[Saved entries]
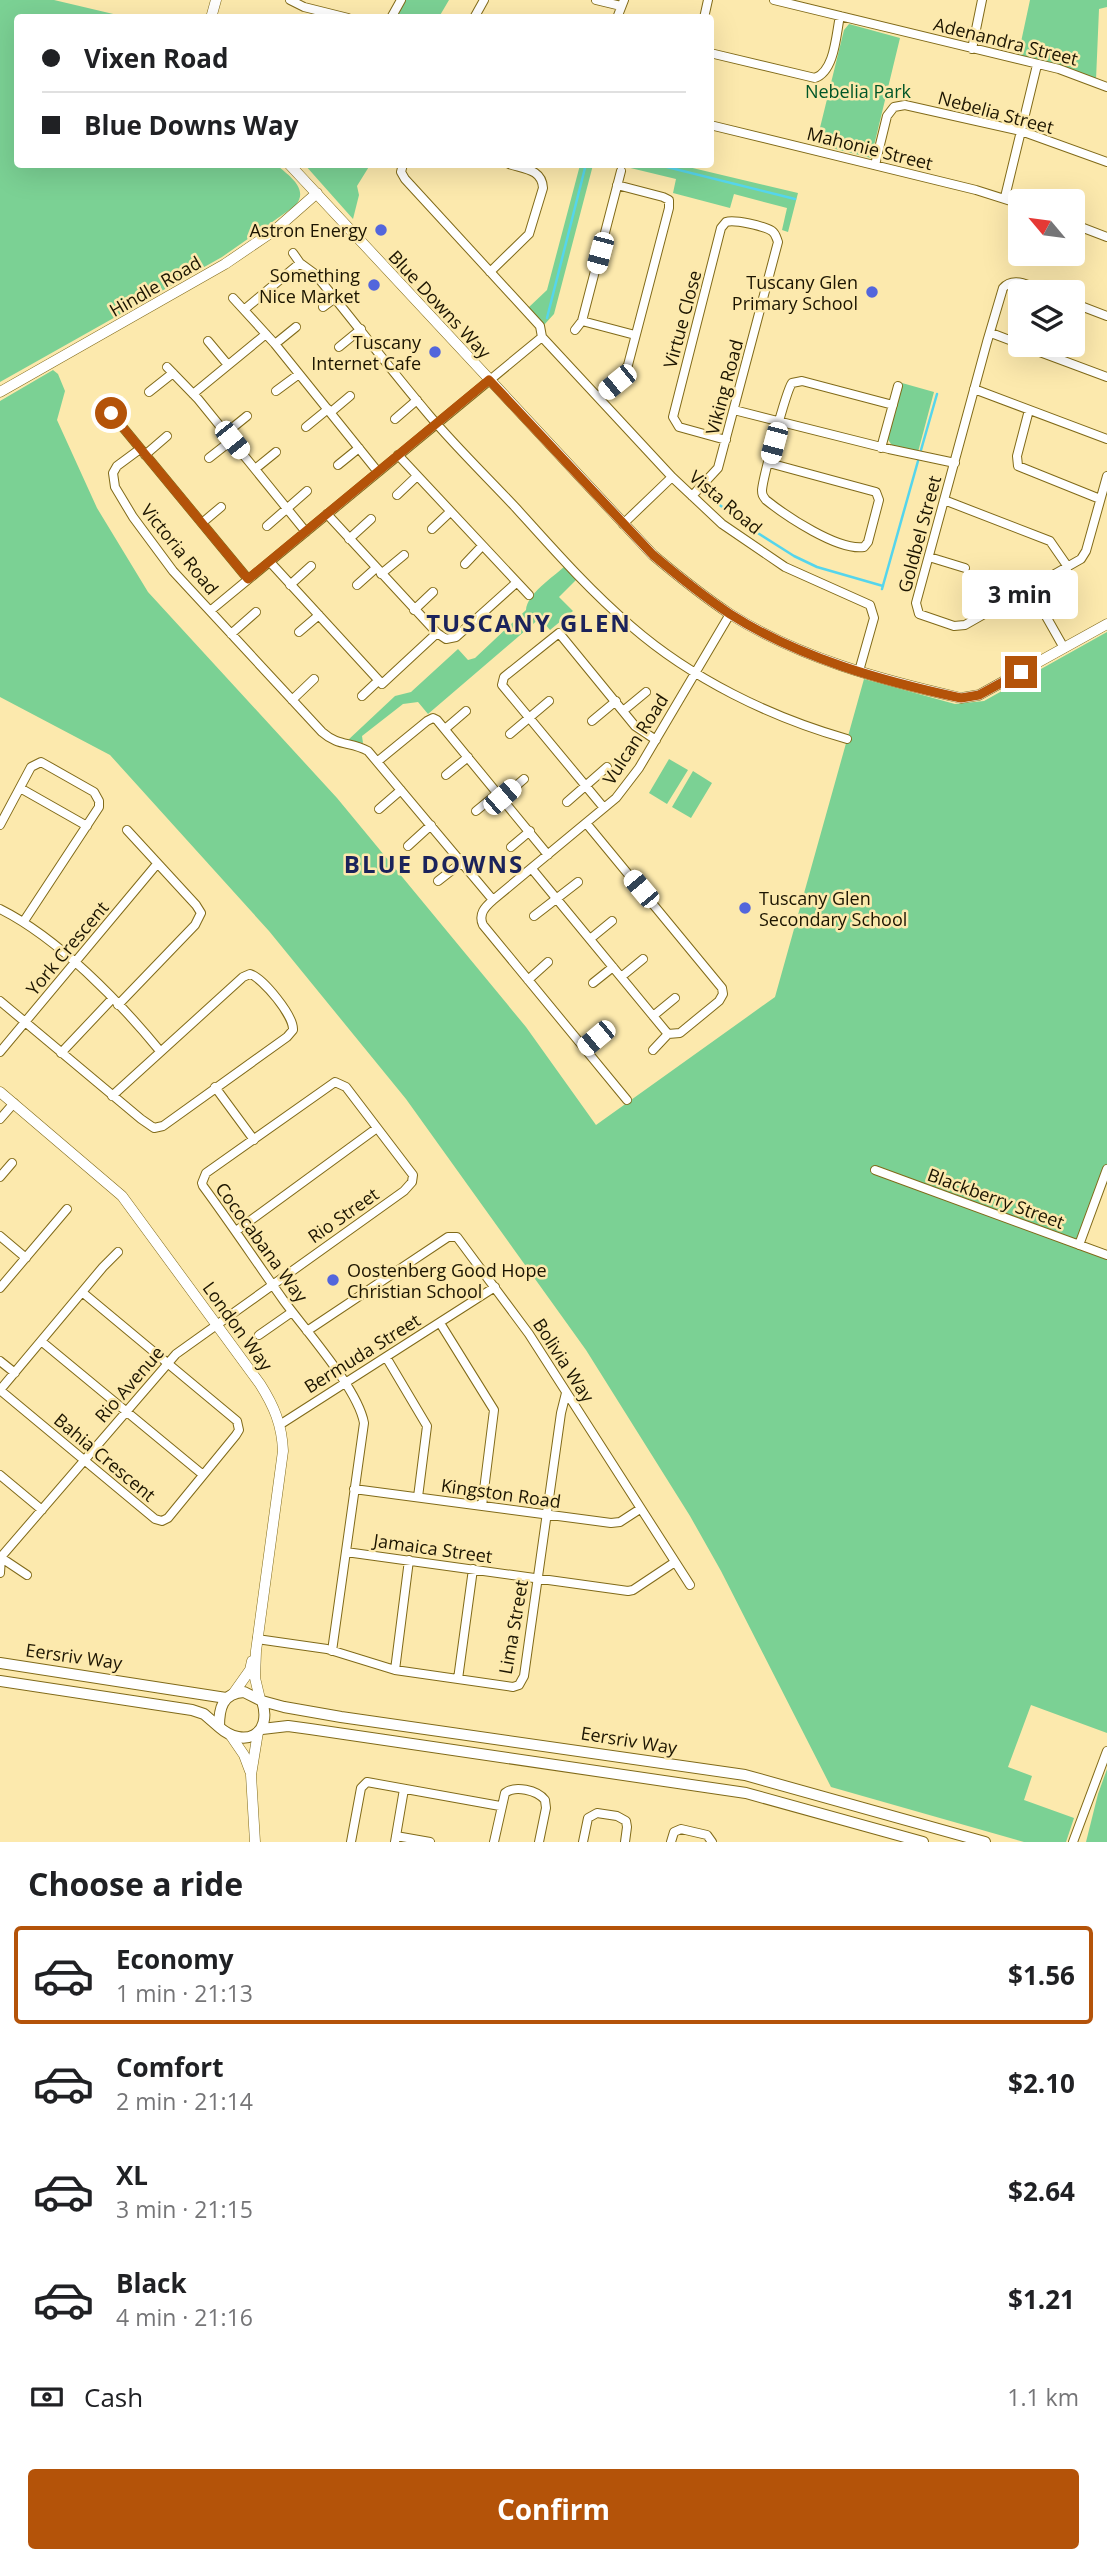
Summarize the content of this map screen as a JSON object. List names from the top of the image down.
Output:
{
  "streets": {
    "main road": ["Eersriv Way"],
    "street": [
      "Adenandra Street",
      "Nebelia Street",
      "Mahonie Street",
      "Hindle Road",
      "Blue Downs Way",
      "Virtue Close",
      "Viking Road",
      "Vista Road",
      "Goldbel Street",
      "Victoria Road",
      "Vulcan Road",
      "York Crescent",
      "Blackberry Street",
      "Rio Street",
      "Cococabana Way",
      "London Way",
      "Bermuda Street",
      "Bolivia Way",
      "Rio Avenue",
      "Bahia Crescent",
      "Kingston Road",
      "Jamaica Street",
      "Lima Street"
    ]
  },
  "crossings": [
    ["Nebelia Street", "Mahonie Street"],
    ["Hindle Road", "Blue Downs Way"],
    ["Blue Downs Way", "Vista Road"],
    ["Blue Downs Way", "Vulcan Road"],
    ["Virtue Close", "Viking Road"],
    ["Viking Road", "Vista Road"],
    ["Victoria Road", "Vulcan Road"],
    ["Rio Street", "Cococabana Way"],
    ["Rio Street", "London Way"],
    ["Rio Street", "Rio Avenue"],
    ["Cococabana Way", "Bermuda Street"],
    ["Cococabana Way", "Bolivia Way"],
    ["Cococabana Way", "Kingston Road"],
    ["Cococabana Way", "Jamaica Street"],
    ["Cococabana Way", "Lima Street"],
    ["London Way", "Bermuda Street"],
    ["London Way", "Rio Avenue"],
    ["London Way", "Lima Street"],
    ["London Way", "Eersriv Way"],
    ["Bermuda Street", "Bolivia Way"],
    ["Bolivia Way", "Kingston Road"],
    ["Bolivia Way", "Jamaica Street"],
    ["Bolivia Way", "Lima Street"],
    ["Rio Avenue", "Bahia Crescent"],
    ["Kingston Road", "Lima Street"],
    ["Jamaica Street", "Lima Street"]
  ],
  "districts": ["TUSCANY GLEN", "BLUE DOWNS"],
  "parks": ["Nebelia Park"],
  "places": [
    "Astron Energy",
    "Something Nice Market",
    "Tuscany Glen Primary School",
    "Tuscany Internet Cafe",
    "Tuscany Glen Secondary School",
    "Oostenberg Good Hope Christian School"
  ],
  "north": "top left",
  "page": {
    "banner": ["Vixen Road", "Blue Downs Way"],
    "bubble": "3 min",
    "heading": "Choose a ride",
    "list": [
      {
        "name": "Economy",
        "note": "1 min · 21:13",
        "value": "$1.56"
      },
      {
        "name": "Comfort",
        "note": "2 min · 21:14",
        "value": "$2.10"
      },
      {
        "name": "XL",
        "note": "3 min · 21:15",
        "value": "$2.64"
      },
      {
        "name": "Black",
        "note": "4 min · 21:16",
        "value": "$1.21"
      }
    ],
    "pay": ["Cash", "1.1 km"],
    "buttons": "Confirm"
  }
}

[Task instructions]
Your reply should hold every line from the data that contains "Crescent", copied in full.

[Response]
      "York Crescent",
      "Bahia Crescent",
    ["Rio Avenue", "Bahia Crescent"],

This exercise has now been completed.